In this part of the series, our experts will explore data center code compliance issues by answering the following questions:
Transcript
All right, so probably the first question is NFPA 855. It's the code that relates to battery energy storage systems or energy storage systems in general. And one of the questions is, does NFPA 855 apply to the data center environment?
That's been coming up a lot, right? I think it does, but you've got to get a little bit, you got to follow our logic to get there. It is being referenced by the newest building codes. It's just a lot of the installations in different jurisdictions, different states, or cities, those codes may not be referenced yet. But, as far as the industry standard goes, which is what I feel cases will get litigated against if there's a problem because a building didn't follow a code that's out there or an industry standard code like 855, that's where I think it comes in, and I would say it applies. The way 855 is written, even though the current version may not be referenced. I think that it's 2018 is the current version of 855.

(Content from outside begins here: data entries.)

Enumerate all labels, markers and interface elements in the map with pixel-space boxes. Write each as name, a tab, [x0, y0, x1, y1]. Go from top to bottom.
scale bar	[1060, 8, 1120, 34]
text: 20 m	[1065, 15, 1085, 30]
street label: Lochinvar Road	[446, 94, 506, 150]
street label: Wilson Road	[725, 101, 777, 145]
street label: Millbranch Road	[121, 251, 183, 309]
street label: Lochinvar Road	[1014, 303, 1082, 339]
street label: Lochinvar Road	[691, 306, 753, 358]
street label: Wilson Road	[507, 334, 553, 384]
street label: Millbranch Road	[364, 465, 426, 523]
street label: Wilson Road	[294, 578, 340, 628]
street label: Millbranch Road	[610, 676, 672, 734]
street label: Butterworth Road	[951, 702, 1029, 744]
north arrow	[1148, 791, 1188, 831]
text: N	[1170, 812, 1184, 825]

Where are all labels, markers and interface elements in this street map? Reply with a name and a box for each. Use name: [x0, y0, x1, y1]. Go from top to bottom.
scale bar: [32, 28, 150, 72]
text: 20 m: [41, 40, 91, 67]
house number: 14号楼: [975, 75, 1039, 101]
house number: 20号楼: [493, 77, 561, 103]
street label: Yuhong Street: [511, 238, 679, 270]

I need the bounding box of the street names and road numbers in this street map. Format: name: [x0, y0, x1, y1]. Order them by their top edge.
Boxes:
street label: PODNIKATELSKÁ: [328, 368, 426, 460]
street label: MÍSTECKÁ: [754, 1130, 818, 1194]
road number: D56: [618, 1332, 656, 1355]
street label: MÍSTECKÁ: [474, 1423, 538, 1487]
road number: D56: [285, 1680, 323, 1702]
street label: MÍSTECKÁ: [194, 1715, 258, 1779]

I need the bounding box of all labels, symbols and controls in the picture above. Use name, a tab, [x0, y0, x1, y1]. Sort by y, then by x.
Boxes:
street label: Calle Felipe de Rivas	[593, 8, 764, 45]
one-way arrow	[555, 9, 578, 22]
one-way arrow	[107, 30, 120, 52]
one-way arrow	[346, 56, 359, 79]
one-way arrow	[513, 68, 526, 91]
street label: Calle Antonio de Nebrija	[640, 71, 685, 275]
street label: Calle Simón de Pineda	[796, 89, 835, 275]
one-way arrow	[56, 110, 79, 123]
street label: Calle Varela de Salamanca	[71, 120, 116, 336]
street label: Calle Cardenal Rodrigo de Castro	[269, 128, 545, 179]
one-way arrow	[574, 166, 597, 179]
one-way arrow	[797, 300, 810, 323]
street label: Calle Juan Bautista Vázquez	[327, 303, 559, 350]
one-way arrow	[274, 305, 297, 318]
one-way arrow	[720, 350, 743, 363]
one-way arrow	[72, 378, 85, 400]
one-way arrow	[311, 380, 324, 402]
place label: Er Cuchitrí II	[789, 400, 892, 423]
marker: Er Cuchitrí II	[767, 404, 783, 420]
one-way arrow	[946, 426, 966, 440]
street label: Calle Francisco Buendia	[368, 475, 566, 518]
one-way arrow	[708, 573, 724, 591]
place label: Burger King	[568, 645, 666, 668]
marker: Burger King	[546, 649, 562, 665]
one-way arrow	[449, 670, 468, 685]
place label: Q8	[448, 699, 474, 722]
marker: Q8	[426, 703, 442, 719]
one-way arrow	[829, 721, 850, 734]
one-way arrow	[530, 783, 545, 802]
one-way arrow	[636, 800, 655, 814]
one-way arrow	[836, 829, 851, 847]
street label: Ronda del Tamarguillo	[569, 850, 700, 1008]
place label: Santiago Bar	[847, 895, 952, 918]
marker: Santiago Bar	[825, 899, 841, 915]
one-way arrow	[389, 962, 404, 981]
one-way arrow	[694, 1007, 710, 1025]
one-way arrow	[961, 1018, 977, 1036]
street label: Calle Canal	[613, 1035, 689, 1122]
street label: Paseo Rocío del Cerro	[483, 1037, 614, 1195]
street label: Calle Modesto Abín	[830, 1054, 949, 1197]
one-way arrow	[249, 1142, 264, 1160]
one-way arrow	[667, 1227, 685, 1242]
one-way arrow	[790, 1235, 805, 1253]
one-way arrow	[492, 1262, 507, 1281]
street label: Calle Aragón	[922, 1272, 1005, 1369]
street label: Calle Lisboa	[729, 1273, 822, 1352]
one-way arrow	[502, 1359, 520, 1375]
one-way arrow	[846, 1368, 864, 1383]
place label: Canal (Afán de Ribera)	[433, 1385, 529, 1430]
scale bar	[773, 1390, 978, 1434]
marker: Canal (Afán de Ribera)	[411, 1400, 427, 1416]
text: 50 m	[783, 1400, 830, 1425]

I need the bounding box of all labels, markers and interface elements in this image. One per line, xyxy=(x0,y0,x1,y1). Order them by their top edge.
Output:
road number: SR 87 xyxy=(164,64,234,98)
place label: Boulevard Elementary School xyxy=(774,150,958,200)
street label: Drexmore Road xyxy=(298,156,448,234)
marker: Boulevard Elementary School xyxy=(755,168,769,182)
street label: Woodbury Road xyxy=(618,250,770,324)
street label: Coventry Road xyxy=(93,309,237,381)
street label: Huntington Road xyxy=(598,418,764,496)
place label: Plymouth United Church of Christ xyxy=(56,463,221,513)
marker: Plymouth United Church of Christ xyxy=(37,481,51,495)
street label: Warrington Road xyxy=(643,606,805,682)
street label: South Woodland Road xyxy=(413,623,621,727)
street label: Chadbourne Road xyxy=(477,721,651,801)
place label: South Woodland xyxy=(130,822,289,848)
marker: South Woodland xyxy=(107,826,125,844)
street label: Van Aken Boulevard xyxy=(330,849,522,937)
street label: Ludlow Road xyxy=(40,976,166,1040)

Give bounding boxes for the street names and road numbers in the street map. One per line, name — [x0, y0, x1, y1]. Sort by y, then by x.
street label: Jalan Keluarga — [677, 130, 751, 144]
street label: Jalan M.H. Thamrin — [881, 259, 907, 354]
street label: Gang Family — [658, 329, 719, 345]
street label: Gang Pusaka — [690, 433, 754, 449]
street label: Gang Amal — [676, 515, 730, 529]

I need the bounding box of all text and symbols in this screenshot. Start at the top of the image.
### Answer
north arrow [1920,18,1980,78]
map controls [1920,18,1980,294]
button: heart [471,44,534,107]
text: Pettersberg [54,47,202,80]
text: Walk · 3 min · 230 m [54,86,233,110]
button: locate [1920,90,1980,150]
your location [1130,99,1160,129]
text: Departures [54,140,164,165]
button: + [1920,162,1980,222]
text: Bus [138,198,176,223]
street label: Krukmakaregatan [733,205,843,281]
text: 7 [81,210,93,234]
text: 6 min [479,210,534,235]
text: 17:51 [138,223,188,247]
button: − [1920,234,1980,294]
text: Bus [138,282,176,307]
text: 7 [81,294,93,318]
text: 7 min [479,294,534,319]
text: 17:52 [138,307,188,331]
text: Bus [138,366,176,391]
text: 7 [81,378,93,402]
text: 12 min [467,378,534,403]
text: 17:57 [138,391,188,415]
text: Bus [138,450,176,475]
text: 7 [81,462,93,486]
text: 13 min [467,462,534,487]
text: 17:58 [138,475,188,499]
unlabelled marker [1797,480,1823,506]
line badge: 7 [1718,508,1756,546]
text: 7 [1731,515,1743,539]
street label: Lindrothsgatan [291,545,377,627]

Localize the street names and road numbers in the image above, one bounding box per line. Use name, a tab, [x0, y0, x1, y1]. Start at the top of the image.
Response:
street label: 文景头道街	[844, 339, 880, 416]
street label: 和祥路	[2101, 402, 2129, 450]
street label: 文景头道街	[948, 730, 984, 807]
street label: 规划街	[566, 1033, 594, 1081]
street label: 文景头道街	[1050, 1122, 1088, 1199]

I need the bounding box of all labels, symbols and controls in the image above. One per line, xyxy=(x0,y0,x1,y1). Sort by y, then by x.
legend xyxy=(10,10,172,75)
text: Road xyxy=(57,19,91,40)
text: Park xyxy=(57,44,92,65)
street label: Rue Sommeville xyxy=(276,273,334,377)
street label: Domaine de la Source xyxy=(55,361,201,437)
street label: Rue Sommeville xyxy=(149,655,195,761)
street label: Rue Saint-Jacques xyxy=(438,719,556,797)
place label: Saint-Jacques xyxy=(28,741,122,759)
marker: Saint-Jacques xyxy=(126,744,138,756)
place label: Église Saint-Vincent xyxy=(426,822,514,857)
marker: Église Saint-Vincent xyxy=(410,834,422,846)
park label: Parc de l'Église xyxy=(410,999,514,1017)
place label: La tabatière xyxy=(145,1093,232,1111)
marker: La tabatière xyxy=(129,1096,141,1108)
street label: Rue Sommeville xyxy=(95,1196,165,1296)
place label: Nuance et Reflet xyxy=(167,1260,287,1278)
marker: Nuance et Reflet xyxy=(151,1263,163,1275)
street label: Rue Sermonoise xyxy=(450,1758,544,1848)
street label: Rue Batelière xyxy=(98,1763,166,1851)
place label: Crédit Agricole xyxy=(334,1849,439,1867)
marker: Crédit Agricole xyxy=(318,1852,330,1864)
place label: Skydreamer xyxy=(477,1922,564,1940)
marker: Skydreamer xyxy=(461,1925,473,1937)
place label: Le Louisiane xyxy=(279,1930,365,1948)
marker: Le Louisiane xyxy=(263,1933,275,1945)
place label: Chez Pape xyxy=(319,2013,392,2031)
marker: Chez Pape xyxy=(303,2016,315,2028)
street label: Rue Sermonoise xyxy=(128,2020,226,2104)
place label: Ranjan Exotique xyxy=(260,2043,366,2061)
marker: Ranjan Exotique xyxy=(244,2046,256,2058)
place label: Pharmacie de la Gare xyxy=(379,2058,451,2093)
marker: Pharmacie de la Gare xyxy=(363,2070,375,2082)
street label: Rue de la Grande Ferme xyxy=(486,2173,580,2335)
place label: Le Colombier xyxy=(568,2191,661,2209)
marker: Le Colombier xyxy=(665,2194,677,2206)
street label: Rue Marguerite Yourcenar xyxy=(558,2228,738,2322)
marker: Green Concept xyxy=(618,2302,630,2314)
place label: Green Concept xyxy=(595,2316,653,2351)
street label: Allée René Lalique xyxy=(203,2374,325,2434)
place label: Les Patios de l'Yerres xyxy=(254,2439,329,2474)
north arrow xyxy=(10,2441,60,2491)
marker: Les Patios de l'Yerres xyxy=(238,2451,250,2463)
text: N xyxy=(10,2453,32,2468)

Really soon, the 2022 version is going to be published. But the 2018 version, may not be in the code that's enforced in that area, but it should be followed. It’s got billed into there this situation where it's retroactive to changes in battery technology inside of buildings, which, you mentioned data centers. That's what we're seeing. It's either new data centers being built with lithium-ion as the battery technology for UPS systems, or its existing data centers where they're switching from older technologies like lead acid batteries to lithium-ion.
855 covers a lot of different types of energy storage environments. For the people that want to invest in reading NFPA 855, or at least a section that's related to data centers, what section of NFPA 855 should they go to that relates to the data center environment?
They should go to the non-dedicated building section requirements. You must know the general requirements about lithium-ion battery installations or, just any battery because it covers all battery types. But then as far as building fire protection requirements, it's separated into requirements that apply to dedicated buildings where it's just a building that has lithium-ion batteries in it, or non-dedicated buildings, meaning it's a building that has other functions and part of it has lithium-ion. The data center environment, assuming that the batteries are inside the building where we traditionally have a battery room supporting the UPS systems, then they would need to look at the non-dedicated sections of 855.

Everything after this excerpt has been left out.